Security exceptions for OutSystems Mobile App by 3rd Party

Security exceptions for OutSystems Mobile App by 3rd Party

  

Hello Everyone,

I did a security analysis for a mobile app that I created using outsystems and I have received the following vulnerability report, would like to understand how this could be fixed (personal environment, OS 10)

1. Set debuggable flag in Andrid Manifest to be set to false

2. App uses insecure Random Number Generator

3. How do I stop all forms of logging - Debug logs, verbose logs etc

4. [MOST IMPORTANT] A hack was attempted to change data as it is being passed between objects using proxy tools (Like BurpSuite) and this was successful - how can I ensure that every retrieval or update has an authorization check (IDOR Vulnarability)


Any help would be appreciated. 

Greetings,

There are only a few points I can answer:

1. An app generated in Release mode would not be debug enabled. That's something you configure in the Native Platforms tab of your application, in Service Center or Service Studio.

3. I think there are a few SILK and Forge Mobile components where console logs were created during development and left there. For those I think you'd have to find and remove the code. I can't be certain here, but I don't think there is any debug logging being done by platform code.

4. From what I read, this vulnerability is caused by the developer and it is entirely dependant on business logic. General security principles apply here: apps should not retrieve data beyond that to which the authenticated user has access, since a user can easily look into the contents of their local storage. When an app tries to get, create or update data, the server must validate all of it against the user's permissions on the server-side, and this goes beyond checking if their role grants them access to a certain screen; code has to be developed explicitly to ensure that a user can't access objects he should not be able to.

Hi Tanveer,

Code analysis tools are great, but you need to know how to use them.
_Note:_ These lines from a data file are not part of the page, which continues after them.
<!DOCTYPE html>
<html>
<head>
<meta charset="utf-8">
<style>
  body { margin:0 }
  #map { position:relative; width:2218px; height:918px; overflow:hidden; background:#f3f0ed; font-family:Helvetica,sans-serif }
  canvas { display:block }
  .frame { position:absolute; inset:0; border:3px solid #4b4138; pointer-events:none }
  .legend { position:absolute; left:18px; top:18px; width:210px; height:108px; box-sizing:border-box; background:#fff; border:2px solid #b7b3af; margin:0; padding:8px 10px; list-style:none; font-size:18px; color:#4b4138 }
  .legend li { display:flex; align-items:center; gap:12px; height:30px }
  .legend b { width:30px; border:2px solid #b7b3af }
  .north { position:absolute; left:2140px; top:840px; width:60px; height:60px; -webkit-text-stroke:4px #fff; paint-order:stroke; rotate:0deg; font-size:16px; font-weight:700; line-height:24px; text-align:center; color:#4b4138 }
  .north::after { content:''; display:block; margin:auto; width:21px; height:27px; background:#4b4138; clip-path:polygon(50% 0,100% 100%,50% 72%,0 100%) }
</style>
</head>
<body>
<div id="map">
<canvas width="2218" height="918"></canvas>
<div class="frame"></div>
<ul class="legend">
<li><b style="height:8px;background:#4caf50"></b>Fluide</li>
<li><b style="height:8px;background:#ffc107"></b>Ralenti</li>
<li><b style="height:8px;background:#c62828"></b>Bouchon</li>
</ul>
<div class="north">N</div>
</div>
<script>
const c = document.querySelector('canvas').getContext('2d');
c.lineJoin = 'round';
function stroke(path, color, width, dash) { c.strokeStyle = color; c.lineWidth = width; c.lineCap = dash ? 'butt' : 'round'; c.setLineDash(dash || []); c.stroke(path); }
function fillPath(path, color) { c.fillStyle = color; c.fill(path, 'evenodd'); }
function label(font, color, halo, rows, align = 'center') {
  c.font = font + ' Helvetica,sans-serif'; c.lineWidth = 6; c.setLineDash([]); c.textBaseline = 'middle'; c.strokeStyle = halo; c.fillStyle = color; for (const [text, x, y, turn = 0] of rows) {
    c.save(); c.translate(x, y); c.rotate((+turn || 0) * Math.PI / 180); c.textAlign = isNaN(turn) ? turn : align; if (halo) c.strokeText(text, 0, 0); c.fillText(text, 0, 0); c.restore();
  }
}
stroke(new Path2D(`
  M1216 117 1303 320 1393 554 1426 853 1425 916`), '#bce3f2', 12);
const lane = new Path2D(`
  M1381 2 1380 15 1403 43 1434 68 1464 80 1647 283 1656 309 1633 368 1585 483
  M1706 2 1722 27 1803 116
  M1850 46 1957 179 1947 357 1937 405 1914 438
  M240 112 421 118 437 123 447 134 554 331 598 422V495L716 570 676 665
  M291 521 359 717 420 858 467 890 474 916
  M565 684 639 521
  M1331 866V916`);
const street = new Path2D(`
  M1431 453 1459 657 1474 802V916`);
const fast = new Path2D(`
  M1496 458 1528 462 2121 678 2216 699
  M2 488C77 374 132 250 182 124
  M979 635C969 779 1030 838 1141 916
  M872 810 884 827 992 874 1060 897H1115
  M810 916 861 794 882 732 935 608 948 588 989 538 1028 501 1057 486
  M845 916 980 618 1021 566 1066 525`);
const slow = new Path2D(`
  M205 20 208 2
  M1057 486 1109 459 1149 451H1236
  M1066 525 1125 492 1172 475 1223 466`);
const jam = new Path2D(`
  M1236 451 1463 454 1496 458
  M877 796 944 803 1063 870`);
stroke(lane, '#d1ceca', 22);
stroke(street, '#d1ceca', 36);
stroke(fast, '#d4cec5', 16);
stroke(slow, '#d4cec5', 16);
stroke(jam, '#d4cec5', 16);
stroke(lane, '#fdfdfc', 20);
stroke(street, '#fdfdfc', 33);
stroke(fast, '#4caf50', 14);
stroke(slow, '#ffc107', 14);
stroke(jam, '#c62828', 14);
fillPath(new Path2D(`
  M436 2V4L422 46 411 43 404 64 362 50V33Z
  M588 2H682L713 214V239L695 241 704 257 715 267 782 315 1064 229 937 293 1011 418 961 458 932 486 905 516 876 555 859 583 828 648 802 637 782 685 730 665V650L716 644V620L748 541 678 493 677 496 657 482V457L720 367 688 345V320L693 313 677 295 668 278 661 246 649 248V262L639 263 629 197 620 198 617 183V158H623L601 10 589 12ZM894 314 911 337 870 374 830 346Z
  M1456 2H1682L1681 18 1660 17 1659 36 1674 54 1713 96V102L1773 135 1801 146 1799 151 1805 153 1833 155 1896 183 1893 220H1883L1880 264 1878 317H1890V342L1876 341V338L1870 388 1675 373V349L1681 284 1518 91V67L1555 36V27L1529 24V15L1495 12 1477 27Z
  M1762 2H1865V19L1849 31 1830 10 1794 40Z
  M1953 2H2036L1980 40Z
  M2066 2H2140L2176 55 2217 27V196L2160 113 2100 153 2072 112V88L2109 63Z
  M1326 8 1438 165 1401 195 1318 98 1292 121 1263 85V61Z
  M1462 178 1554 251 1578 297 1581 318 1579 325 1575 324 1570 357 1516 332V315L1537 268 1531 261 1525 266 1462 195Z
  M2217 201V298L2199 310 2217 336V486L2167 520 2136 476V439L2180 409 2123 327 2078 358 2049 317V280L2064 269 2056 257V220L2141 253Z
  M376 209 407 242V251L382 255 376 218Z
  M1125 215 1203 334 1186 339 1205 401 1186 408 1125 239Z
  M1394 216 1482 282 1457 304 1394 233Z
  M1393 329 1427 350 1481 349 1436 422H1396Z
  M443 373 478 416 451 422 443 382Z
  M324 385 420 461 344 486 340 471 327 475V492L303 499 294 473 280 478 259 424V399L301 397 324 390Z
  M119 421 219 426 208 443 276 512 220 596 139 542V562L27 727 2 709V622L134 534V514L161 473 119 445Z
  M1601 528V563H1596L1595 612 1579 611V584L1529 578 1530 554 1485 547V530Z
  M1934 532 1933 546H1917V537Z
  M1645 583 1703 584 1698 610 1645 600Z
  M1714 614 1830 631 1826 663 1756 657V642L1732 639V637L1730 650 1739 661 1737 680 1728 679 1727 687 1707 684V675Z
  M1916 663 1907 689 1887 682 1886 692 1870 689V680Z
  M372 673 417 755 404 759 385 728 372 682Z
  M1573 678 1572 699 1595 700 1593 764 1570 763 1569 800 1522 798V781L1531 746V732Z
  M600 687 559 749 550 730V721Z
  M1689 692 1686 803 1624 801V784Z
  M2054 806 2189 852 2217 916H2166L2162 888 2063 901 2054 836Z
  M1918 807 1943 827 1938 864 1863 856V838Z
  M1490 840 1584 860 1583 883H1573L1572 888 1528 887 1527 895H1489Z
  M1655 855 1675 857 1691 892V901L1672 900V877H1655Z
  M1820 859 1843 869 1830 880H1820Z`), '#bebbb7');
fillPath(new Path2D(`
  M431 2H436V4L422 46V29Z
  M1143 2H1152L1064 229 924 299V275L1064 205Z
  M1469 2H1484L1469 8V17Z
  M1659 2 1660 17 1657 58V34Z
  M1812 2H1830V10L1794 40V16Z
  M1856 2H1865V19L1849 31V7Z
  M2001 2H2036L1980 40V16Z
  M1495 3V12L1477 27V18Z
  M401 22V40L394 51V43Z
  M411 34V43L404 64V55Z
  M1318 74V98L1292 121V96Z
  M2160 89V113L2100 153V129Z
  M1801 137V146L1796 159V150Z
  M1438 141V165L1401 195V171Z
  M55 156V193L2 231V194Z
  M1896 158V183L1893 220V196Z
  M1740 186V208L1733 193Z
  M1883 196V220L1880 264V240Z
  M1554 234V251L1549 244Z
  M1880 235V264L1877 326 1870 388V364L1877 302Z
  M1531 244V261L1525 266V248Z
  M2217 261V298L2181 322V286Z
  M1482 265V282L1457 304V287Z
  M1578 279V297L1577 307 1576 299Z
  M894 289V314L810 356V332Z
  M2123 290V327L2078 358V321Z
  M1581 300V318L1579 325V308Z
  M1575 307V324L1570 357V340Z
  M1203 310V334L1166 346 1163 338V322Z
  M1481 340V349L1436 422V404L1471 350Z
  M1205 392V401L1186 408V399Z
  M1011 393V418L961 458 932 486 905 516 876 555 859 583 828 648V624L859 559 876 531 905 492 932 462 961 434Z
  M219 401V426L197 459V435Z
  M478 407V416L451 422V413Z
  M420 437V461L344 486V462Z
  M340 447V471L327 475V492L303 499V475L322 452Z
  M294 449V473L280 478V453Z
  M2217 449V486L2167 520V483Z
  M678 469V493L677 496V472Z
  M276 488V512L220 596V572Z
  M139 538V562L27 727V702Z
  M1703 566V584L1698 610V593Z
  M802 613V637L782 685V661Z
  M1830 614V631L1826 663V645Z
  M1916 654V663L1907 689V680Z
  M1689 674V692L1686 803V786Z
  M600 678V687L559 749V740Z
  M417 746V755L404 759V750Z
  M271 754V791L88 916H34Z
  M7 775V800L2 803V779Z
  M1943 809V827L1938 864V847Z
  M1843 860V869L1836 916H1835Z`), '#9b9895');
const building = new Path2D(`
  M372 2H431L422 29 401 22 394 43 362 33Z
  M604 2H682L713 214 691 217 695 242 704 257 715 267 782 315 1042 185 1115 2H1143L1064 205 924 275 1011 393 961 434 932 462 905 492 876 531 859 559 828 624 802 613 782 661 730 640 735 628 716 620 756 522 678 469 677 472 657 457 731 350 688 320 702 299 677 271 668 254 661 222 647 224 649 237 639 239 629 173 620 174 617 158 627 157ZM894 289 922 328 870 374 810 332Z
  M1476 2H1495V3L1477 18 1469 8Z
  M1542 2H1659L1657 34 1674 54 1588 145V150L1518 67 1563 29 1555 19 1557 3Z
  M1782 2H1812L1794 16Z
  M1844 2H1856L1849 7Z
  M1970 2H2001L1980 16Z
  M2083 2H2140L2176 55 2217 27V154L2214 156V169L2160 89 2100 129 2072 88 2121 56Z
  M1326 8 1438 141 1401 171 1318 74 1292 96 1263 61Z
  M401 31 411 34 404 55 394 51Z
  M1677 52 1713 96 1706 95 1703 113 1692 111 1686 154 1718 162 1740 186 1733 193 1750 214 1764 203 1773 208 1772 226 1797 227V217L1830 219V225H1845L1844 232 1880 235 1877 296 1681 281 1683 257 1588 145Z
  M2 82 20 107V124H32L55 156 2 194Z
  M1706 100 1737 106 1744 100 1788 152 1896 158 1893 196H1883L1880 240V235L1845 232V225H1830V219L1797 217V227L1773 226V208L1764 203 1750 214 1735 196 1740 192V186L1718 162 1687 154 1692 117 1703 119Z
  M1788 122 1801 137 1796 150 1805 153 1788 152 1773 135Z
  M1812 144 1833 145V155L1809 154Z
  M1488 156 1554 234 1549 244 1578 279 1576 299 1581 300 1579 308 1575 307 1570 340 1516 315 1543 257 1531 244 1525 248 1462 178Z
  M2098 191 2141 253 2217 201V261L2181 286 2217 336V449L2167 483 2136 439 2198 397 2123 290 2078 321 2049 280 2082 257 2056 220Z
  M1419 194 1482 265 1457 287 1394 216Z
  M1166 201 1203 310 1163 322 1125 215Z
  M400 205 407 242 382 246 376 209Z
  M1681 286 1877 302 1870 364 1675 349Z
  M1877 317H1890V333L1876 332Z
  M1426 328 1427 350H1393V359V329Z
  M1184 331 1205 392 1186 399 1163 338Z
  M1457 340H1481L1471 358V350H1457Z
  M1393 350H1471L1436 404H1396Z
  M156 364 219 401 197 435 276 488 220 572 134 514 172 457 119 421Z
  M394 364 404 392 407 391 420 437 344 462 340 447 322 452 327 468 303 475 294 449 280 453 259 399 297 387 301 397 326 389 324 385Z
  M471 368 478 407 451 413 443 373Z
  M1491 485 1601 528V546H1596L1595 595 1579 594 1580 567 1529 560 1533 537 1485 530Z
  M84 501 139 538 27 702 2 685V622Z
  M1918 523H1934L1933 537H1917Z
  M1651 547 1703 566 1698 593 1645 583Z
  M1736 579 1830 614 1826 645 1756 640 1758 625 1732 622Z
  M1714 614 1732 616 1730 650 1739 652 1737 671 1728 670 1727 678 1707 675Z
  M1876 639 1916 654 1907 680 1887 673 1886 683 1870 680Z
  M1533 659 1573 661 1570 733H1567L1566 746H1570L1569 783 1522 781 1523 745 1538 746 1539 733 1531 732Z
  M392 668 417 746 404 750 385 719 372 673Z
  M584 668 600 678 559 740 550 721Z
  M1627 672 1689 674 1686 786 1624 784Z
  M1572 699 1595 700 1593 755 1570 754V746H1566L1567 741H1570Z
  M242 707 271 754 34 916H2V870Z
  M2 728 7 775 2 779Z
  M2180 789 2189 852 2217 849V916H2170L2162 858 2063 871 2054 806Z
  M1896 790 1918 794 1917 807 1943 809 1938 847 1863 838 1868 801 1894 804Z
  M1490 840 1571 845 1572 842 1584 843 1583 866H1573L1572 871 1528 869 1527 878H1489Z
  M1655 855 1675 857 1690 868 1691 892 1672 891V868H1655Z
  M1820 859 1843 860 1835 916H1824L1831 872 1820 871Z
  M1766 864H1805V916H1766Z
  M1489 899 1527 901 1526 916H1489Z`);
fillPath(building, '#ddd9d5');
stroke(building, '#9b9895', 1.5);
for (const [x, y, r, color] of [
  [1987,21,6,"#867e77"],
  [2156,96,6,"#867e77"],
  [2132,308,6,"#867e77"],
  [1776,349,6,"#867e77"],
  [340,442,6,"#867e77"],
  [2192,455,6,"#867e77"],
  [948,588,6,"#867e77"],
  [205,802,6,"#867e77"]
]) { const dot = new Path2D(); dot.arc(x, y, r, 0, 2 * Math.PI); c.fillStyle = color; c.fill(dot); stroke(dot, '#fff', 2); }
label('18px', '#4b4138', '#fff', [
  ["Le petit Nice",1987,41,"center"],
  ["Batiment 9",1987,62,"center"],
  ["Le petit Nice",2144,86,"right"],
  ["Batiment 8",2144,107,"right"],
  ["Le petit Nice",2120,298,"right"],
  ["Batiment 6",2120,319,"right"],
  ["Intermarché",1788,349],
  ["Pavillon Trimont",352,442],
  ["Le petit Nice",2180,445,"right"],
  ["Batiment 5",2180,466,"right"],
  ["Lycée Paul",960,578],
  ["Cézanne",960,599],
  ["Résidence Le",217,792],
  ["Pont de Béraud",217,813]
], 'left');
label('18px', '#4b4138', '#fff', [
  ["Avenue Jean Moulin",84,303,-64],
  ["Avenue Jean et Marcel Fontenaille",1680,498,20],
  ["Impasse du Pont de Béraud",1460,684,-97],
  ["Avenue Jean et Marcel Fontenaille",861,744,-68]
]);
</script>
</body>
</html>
The reports really tell you that "MAYBE the application has this vulnerability". But this is only the starting point. To do a proper analysis of the security of the code, you have to go deeper, e.g. analyzing the code itself.

As an example of this, I have seen the warning about insecure random number generation in OutSystems mobile apps. When you look at the code, you see that this "insecure random number generation" is detected in code that manipulates elements around the screen. 

So, yes it would be "insecure random number generation" if this code was in any way related to encryption. Since it is not the case, this becomes just one more warning that shows the limits of this kind of tools.

Again, the tools are extremely helpful. But you need to know how to use them.